L’Afrique n’a jamais eu de véritables amis. Il ne faut pas qu’elle s’en crée sur des autels trompeurs. Elle doit s’aguerrir au cynisme froid du monde. Ne s’emprisonner dans aucune fièvre compassionnelle mais se positionner pour son intérêt et son intérêt seul. C’est un égoïsme salvateur dont il ne faudra pas faire l’économie. Et encore plus important, le continent noir a des problèmes plus graves, des morts internes plus nombreuses, des conflits frais. Il ne peut s’autoriser à s'affecter de l’émotion et de l’attention à d’autres causes.
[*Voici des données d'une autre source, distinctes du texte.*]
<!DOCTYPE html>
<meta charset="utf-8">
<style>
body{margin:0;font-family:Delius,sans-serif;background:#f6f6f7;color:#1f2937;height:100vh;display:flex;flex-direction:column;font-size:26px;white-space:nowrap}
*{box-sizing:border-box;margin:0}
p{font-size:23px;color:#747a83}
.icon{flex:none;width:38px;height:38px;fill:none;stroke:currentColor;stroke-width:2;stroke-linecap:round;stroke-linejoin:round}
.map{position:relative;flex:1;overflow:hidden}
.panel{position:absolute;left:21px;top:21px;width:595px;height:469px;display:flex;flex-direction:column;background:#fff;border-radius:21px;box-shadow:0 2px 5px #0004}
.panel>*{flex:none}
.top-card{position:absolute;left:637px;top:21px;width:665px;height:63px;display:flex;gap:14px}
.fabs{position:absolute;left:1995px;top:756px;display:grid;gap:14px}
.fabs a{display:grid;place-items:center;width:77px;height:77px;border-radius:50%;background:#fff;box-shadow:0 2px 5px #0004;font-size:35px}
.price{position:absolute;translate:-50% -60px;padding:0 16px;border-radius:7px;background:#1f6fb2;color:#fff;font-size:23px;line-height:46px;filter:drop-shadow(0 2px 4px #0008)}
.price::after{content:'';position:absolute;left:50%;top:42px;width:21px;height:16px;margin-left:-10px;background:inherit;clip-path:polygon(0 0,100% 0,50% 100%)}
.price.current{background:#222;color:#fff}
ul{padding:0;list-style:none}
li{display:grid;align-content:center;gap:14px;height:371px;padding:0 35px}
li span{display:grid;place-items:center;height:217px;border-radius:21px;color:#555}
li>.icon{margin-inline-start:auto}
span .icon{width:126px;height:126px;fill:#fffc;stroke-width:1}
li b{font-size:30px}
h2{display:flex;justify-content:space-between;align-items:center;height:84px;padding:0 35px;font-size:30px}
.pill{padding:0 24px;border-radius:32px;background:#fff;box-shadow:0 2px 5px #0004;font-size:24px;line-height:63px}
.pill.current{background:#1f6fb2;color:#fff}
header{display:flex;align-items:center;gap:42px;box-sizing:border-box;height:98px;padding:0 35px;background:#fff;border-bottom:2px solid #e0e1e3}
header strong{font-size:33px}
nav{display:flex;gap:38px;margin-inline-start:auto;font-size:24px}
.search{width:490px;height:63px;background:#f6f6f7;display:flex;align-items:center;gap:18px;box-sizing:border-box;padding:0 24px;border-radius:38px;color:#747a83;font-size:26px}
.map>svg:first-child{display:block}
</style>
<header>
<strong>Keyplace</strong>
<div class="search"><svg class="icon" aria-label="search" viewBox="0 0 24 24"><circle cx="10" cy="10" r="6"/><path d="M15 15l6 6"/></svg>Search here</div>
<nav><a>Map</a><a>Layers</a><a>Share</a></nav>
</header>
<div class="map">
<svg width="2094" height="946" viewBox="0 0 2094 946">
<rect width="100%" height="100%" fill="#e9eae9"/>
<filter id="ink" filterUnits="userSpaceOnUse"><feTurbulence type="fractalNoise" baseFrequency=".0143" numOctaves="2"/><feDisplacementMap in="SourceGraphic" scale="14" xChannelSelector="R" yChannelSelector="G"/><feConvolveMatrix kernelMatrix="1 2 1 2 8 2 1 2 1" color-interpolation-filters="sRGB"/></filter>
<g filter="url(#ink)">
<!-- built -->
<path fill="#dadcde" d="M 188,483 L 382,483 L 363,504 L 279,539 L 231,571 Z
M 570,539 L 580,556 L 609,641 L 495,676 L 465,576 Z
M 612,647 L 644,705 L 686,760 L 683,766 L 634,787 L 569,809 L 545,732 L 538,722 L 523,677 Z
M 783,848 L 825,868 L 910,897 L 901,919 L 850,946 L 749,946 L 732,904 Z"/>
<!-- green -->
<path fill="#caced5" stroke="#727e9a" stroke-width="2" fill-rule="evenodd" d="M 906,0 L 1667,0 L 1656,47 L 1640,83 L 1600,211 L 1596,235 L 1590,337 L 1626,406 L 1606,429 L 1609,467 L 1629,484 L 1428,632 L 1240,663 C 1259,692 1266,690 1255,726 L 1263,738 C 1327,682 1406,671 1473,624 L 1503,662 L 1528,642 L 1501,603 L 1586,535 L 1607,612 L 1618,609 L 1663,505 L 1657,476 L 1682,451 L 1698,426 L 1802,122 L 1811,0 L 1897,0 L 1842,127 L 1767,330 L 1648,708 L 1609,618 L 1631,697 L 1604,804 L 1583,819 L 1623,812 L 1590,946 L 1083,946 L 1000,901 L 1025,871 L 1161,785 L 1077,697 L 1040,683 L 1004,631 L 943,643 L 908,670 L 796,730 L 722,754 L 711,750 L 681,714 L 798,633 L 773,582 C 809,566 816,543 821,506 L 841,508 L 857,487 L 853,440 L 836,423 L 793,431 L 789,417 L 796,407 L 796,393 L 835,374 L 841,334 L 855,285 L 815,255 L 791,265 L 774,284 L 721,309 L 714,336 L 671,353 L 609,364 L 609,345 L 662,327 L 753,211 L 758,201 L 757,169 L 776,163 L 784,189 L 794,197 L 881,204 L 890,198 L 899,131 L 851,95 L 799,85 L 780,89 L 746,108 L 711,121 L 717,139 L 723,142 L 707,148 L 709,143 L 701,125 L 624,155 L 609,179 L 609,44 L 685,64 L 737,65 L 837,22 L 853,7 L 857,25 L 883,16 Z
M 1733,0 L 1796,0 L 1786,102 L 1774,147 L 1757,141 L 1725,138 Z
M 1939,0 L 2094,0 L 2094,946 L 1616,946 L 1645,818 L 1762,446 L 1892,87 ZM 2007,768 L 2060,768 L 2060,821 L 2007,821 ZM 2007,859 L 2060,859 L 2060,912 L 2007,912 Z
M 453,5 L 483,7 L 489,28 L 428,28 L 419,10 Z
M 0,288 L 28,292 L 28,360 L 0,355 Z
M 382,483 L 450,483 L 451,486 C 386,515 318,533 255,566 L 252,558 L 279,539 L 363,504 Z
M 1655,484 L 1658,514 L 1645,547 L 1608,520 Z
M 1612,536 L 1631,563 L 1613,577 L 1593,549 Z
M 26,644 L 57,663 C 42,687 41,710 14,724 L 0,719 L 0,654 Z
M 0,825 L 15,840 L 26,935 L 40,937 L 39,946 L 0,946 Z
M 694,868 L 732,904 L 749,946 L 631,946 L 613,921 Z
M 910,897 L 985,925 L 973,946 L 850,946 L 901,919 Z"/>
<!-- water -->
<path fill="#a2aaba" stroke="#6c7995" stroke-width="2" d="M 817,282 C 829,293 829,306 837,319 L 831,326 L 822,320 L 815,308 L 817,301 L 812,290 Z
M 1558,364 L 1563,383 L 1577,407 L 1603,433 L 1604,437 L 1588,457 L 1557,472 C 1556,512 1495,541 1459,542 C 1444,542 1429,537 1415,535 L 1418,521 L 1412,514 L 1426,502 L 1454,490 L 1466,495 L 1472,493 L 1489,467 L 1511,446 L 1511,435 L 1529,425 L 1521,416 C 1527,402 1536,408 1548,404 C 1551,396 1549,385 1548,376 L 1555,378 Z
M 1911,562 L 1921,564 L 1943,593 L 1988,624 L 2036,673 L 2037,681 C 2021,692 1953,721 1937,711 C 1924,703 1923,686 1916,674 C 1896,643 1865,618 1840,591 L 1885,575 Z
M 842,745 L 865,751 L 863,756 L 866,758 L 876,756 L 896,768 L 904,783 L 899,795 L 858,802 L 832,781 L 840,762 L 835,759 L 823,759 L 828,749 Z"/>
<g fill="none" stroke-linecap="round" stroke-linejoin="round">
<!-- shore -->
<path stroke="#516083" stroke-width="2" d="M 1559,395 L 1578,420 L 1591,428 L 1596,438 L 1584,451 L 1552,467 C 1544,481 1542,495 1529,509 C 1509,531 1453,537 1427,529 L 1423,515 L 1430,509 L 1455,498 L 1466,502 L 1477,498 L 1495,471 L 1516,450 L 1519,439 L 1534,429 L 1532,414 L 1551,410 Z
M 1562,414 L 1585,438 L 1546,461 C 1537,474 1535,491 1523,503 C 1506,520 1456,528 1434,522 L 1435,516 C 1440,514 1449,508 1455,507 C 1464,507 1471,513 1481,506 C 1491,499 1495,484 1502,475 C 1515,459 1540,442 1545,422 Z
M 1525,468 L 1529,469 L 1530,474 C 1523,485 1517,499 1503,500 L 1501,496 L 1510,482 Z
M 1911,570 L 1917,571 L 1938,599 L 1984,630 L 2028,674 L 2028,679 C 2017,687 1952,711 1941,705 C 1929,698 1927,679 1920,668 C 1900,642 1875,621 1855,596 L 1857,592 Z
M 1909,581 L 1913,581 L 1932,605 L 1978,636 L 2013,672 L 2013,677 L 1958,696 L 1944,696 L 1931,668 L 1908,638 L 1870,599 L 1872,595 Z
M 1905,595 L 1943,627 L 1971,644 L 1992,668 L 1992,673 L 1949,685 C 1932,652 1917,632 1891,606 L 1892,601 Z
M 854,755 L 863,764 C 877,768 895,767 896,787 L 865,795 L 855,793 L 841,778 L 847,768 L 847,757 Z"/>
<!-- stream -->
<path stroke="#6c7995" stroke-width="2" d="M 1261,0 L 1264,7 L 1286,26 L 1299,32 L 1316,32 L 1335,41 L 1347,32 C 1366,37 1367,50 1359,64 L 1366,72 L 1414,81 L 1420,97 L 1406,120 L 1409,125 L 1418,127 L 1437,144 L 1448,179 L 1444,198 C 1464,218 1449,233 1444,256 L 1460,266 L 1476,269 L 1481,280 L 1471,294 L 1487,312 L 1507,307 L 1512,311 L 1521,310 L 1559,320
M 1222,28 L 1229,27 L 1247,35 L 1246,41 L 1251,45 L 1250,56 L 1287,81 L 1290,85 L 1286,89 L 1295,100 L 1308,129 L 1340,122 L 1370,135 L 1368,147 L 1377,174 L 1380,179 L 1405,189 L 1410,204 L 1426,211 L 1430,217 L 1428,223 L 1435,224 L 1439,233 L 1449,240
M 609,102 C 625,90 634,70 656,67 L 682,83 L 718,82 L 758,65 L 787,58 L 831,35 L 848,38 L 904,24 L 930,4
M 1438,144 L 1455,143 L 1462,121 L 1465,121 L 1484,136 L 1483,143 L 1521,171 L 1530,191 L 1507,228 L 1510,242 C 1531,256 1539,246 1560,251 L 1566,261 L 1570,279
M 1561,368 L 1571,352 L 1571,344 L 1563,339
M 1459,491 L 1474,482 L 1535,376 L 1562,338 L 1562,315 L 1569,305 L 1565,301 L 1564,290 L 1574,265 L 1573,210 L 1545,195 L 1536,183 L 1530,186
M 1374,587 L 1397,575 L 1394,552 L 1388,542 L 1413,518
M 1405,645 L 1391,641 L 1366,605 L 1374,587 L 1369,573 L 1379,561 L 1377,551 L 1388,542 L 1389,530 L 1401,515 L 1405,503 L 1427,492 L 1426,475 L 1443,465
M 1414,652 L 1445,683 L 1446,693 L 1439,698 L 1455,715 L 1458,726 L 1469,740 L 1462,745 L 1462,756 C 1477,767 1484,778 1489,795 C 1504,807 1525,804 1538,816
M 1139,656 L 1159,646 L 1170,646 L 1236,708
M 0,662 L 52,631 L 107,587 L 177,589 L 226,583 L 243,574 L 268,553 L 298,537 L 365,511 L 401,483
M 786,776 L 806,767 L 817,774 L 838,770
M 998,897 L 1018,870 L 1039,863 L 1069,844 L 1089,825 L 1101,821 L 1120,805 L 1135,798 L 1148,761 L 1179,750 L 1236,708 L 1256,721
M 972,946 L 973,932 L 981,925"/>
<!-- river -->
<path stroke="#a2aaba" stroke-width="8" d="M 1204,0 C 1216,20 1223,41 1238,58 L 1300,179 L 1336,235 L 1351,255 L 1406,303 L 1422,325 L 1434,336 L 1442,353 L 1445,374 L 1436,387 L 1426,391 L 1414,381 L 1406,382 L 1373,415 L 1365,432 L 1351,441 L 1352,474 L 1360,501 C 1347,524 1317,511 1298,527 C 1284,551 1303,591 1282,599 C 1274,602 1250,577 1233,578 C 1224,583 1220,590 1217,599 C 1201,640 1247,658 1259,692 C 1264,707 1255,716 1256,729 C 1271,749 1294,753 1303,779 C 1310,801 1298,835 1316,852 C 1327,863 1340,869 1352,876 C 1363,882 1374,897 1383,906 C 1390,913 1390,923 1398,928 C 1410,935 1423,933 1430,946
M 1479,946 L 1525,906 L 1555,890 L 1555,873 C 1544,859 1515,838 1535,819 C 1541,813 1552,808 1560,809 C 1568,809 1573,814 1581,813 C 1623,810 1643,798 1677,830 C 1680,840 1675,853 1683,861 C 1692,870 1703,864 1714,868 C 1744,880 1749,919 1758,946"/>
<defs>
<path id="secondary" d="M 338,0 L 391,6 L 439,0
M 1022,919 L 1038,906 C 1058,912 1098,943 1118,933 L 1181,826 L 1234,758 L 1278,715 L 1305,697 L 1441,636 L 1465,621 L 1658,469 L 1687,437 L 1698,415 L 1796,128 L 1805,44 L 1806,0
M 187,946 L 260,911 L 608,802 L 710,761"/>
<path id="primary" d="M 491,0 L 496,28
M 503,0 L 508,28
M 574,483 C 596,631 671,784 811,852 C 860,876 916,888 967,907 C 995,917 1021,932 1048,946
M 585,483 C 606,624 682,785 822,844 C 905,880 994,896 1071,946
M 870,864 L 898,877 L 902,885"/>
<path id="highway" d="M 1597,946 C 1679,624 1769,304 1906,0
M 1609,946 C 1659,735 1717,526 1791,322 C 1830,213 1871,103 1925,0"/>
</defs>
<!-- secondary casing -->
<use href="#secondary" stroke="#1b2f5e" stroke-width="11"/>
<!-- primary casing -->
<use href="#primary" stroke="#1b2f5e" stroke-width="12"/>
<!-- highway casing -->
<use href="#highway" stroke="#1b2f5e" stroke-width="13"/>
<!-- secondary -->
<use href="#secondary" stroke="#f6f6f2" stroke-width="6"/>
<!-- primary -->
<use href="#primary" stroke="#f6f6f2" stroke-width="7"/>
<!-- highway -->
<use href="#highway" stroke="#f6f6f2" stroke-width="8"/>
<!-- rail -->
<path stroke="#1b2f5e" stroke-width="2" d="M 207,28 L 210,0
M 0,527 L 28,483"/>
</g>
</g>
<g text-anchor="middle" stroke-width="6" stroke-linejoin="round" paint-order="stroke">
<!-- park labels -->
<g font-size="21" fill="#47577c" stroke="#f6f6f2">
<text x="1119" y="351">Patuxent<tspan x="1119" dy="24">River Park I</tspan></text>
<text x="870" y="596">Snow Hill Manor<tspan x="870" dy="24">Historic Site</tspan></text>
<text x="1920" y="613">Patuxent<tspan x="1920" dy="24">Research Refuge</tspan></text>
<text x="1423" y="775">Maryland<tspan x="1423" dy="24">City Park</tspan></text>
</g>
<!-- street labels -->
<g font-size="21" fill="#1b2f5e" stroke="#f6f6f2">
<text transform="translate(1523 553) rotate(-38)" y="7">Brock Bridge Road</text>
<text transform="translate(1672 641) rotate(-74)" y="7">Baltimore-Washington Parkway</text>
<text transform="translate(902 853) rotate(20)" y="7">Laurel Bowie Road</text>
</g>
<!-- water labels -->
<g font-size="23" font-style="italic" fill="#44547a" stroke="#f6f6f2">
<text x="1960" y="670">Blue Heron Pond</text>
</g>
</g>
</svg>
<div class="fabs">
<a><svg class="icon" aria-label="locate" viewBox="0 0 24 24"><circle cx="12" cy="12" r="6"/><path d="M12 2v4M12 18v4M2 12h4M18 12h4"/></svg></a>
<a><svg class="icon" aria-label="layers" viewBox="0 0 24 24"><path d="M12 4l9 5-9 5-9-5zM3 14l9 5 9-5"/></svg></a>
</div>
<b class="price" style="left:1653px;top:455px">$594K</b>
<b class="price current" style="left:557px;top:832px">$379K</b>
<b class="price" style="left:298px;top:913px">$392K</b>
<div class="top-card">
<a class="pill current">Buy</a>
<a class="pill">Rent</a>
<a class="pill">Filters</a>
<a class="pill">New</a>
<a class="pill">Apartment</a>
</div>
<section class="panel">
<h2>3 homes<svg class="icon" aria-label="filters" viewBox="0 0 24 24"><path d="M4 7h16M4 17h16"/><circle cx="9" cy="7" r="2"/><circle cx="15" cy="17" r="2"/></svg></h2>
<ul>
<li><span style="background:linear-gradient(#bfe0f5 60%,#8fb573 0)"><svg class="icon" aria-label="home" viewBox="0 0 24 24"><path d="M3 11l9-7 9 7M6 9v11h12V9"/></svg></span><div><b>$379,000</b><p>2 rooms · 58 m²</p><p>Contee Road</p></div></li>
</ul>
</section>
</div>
Je sais ce qu’il y a de tentant à se rêver en héros, vivifiés en dessin où Arafat, Sankara, Chavez, se côtoient, mais ce confusionnisme pathologique est une voie sans issue. Un cul-de-sac où s’avance à vive allure une jeunesse qui, incapable de guérir les plaies africano-africaines, rêvasse aux mythes et légendes.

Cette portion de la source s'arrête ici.